Task:
Would you mind restating all of the records word for word, skipping the pictures?
══════════════════════════════
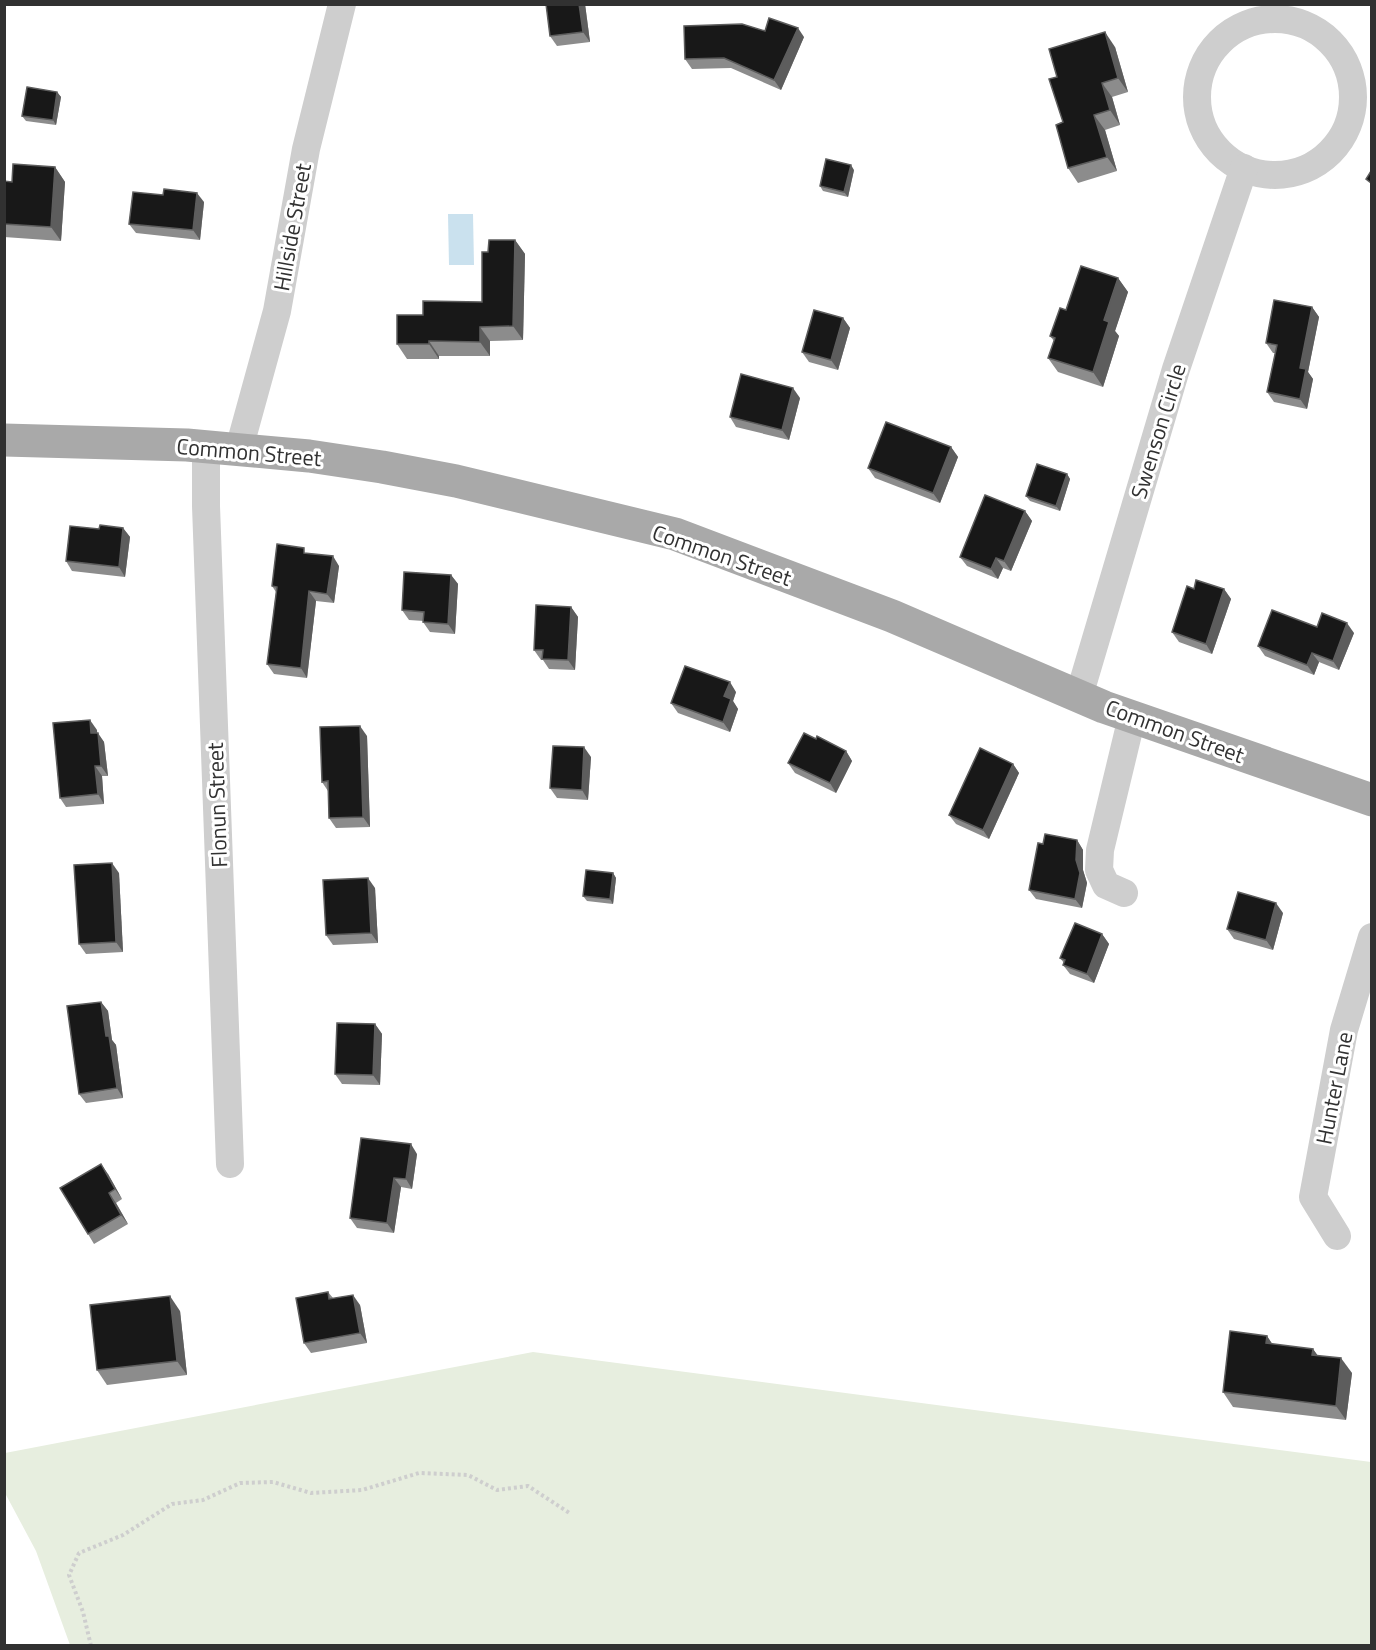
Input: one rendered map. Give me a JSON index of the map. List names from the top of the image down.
{
  "streets": {
    "main road": ["Common Street"],
    "street": [
      "Hillside Street",
      "Swenson Circle",
      "Flonun Street",
      "Hunter Lane"
    ]
  },
  "crossings": [
    ["Hillside Street", "Common Street"],
    ["Swenson Circle", "Common Street"],
    ["Common Street", "Flonun Street"]
  ]
}
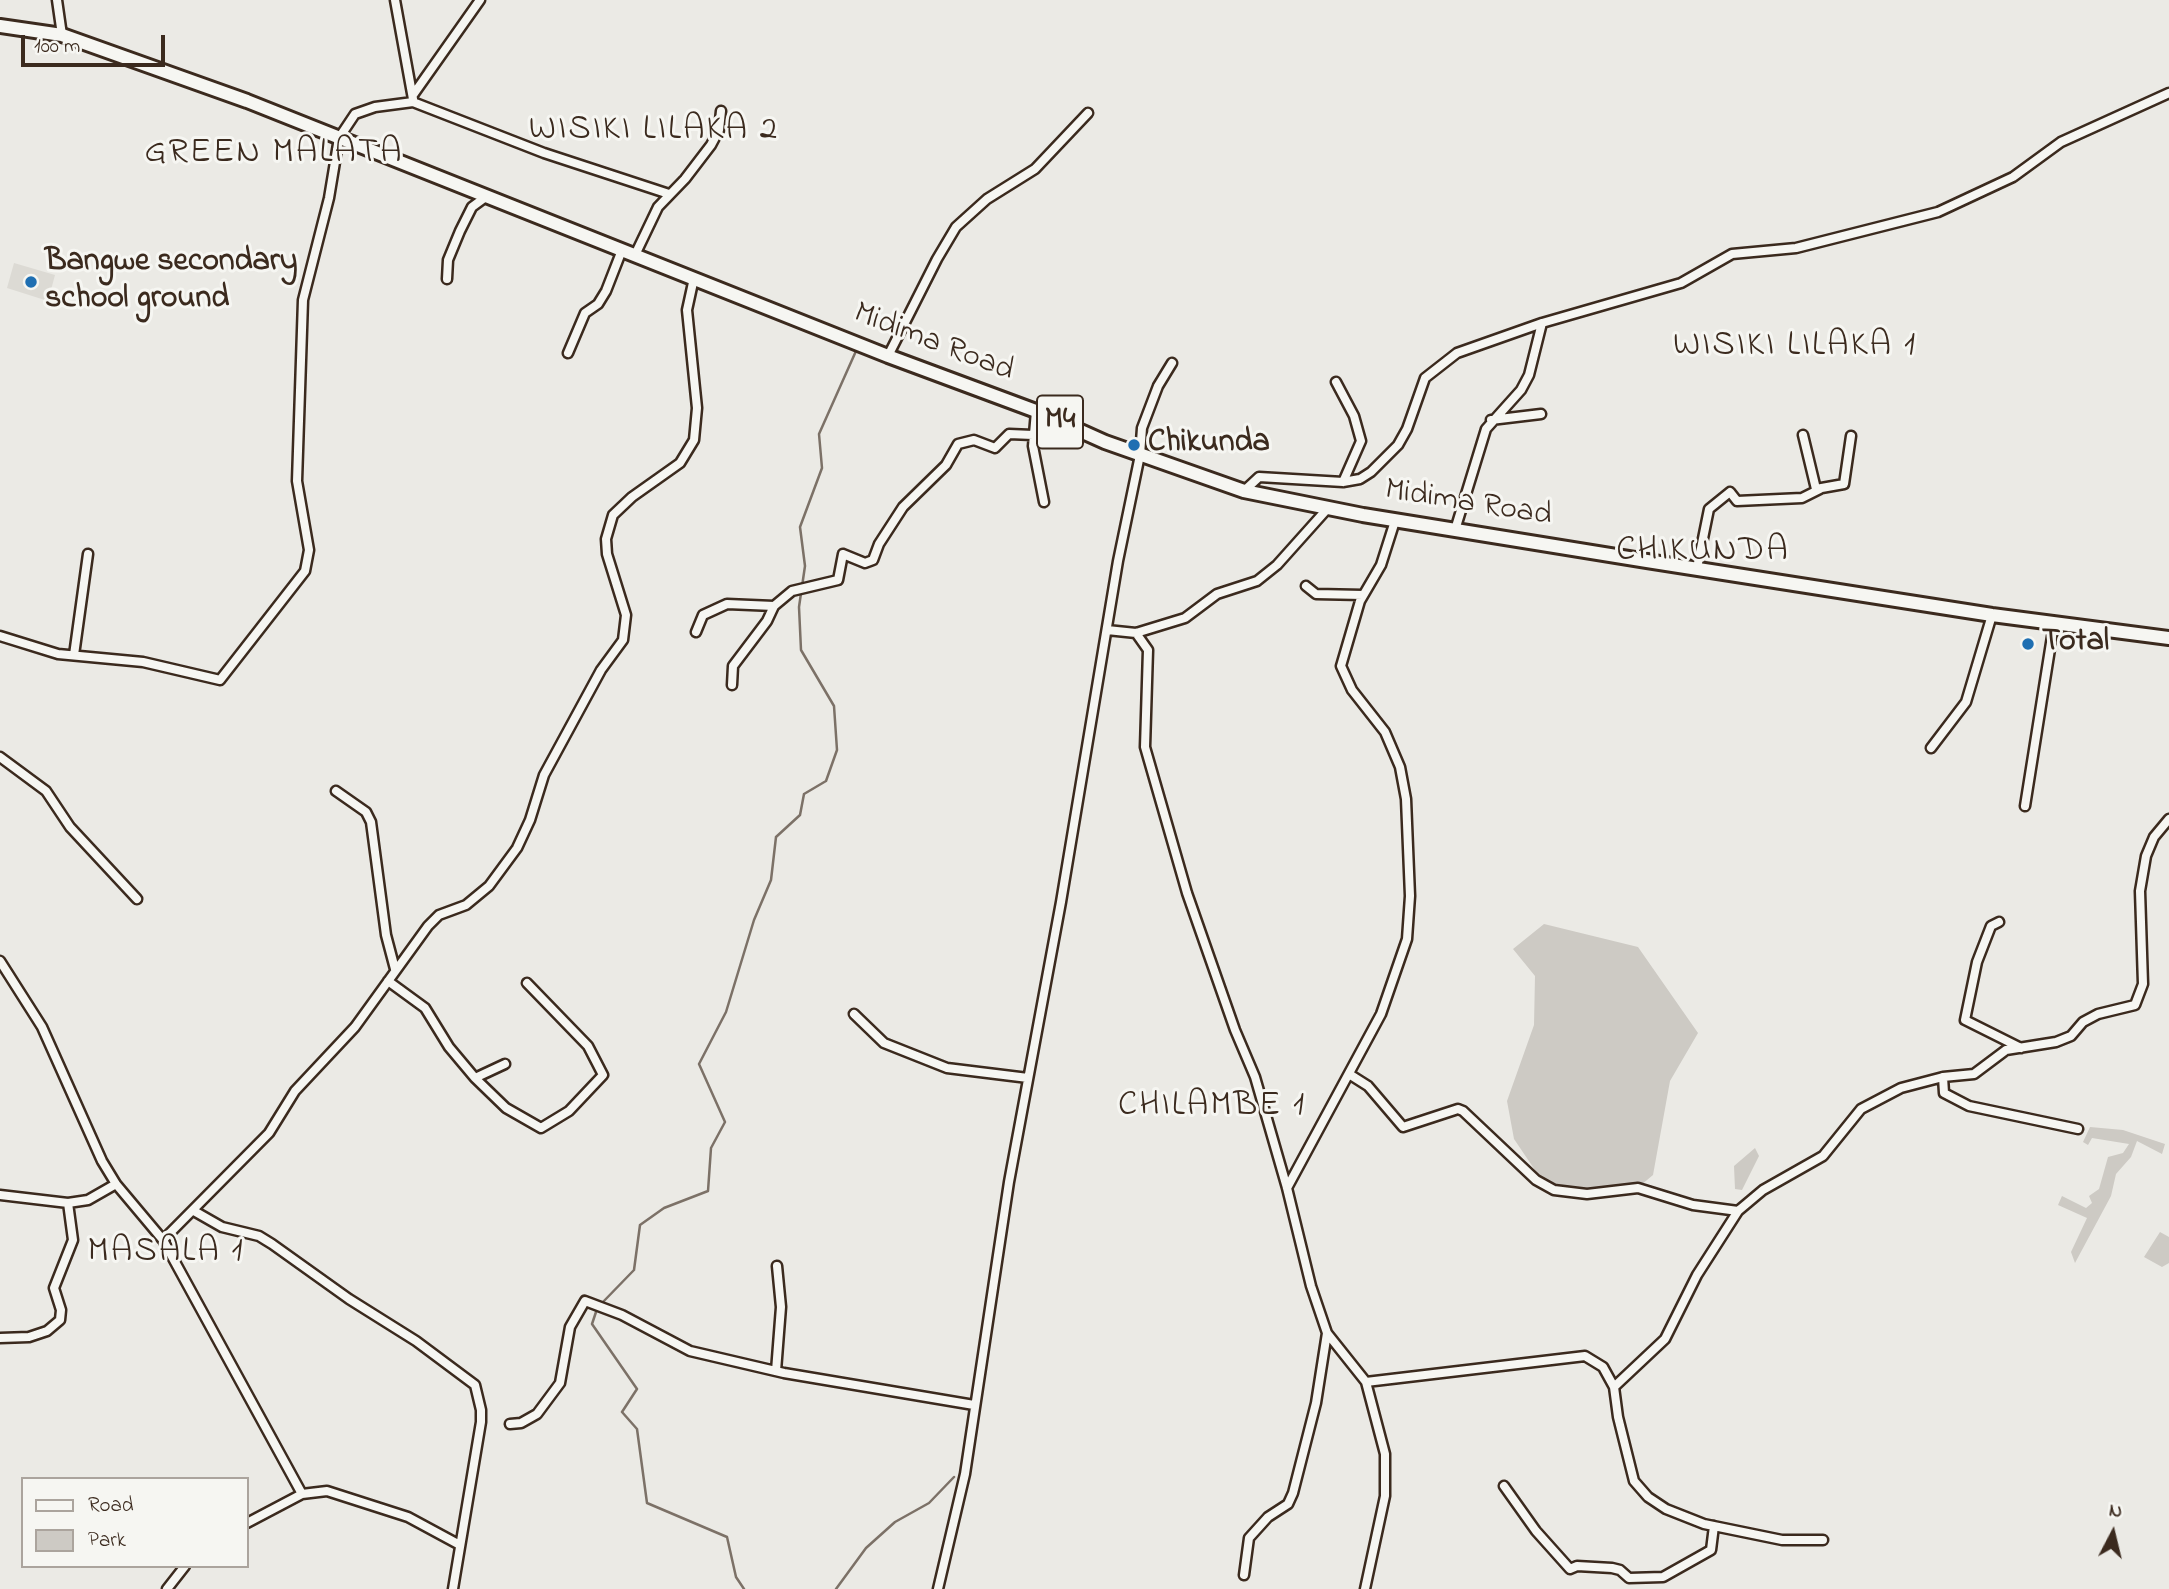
══════════════════════════════
Result:
Input: one rendered map. Give me a JSON index of the map. List names from the top of the image down.
{
  "streets": {
    "main road": ["Common Street"],
    "street": [
      "Hillside Street",
      "Swenson Circle",
      "Flonun Street",
      "Hunter Lane"
    ]
  },
  "crossings": [
    ["Hillside Street", "Common Street"],
    ["Swenson Circle", "Common Street"],
    ["Common Street", "Flonun Street"]
  ]
}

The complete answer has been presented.